=== What you need to do ===
Report how many lines in the records below contain the word "service". Give only the number.

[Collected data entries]
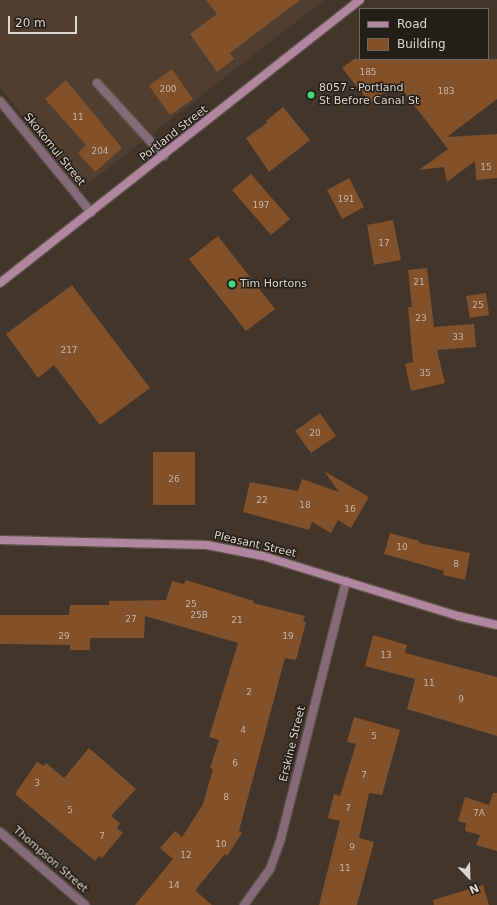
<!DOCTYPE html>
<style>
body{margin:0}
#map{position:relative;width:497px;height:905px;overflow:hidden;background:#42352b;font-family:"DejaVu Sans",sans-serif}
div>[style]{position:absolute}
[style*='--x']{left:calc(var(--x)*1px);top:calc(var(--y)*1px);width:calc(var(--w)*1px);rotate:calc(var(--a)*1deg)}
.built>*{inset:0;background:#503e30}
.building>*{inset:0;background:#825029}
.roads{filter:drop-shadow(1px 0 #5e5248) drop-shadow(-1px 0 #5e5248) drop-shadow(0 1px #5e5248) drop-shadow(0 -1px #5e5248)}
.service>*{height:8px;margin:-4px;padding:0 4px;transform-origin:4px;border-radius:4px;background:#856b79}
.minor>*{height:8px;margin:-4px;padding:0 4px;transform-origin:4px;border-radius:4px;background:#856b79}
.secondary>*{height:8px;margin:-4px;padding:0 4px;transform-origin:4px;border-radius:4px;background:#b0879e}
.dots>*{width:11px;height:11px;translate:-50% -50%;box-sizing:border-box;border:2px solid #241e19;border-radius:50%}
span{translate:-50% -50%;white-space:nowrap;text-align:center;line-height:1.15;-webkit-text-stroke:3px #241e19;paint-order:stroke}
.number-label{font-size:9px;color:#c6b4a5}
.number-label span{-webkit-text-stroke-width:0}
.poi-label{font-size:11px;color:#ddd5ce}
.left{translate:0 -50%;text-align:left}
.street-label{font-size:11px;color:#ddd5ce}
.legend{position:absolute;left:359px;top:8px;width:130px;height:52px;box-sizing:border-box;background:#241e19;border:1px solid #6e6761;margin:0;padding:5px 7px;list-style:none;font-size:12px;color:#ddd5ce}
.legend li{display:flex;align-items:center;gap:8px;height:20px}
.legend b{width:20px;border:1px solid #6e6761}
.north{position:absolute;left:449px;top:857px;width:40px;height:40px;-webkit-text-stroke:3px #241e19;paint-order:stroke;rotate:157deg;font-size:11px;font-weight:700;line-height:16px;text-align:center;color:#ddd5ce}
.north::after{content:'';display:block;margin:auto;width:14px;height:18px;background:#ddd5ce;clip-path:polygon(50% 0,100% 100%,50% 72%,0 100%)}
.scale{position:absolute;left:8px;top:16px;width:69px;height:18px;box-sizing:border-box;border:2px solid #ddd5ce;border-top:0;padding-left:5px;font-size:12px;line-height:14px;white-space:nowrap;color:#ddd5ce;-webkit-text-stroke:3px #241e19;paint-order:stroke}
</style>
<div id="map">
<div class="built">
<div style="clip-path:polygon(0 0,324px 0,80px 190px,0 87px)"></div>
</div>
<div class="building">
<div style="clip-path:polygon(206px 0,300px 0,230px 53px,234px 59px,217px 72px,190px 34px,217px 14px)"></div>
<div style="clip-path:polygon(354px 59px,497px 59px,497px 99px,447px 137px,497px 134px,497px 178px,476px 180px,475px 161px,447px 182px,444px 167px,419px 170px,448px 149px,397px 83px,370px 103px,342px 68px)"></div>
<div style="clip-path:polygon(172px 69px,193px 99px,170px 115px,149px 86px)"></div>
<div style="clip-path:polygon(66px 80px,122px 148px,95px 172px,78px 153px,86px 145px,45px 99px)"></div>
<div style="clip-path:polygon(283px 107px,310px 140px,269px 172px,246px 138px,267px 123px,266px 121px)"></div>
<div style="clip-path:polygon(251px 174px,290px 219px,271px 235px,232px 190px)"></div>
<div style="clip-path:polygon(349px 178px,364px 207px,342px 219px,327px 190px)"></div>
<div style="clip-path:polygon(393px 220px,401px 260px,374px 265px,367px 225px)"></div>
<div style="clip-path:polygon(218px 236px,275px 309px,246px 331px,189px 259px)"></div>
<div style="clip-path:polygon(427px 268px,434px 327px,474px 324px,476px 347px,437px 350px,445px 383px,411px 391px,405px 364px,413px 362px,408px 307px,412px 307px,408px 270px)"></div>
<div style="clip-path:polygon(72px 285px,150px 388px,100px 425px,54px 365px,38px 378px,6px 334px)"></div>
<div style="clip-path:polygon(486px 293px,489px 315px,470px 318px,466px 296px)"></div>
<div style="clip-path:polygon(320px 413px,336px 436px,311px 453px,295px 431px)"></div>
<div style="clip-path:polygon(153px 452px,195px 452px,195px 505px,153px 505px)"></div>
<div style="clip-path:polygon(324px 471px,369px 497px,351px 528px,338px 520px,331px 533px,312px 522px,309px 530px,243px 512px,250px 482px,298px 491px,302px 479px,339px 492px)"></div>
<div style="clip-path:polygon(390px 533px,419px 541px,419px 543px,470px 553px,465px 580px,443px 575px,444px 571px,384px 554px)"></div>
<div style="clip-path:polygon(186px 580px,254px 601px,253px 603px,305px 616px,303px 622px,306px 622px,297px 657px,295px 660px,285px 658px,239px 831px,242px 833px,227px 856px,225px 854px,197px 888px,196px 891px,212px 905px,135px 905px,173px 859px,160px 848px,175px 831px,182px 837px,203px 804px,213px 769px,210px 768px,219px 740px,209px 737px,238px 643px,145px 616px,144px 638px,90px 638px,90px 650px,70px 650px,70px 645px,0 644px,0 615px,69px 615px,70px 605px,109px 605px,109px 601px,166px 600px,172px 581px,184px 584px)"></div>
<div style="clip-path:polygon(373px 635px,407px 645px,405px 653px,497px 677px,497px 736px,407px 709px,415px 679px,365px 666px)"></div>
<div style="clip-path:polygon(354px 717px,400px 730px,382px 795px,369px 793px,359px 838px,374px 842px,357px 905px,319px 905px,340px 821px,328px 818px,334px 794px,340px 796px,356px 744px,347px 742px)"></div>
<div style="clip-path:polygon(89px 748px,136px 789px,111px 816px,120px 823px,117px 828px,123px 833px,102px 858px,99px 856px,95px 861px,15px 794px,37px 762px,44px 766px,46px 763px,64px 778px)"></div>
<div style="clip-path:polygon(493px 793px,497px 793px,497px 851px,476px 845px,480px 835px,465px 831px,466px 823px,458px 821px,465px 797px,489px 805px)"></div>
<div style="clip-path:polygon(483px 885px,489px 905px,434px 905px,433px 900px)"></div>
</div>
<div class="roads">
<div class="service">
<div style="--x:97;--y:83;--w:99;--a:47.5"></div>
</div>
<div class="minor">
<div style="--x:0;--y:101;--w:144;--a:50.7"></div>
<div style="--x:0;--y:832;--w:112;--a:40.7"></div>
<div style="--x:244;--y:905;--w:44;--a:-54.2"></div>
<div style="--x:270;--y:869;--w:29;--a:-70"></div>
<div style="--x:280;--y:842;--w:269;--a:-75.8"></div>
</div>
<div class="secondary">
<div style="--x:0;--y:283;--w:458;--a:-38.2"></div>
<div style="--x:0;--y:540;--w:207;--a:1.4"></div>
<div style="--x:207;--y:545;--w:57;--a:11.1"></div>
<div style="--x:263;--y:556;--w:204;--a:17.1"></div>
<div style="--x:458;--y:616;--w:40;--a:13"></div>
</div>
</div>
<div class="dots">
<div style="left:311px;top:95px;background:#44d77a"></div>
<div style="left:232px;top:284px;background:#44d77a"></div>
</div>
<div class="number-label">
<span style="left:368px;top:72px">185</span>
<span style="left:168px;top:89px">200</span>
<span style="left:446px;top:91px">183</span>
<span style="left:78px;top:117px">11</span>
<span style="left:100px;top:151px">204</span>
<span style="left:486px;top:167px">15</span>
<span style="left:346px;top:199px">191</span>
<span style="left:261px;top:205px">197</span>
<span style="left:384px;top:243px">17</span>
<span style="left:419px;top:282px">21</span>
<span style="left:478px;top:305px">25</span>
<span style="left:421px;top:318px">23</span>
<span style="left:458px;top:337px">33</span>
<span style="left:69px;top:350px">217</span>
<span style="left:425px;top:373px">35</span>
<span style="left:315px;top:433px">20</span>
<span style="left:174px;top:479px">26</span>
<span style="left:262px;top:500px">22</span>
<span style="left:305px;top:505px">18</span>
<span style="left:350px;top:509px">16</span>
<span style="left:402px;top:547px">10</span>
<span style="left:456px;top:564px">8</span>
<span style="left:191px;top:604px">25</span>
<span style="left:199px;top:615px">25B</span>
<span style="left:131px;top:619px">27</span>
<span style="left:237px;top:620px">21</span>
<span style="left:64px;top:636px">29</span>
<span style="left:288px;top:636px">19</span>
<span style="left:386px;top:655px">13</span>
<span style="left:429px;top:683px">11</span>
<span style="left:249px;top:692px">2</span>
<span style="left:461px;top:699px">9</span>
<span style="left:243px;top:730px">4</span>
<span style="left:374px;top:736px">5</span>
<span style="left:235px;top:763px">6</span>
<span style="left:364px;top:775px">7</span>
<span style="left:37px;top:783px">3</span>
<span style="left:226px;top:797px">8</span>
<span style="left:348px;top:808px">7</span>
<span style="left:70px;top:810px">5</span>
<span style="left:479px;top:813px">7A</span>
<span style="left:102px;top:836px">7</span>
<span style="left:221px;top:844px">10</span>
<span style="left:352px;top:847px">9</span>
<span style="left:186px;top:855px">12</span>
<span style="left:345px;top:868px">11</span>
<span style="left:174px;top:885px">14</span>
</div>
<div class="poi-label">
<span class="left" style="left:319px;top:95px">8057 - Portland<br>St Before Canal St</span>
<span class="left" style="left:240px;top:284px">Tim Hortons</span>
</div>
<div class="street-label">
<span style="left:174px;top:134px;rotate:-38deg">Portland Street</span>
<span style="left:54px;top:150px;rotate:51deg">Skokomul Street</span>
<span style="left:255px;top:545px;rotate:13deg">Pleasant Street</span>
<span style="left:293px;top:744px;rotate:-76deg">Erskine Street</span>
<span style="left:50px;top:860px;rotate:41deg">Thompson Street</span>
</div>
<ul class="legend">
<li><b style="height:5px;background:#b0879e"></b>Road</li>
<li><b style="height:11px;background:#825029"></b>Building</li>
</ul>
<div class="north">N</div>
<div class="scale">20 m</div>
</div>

=== Solution below ===
2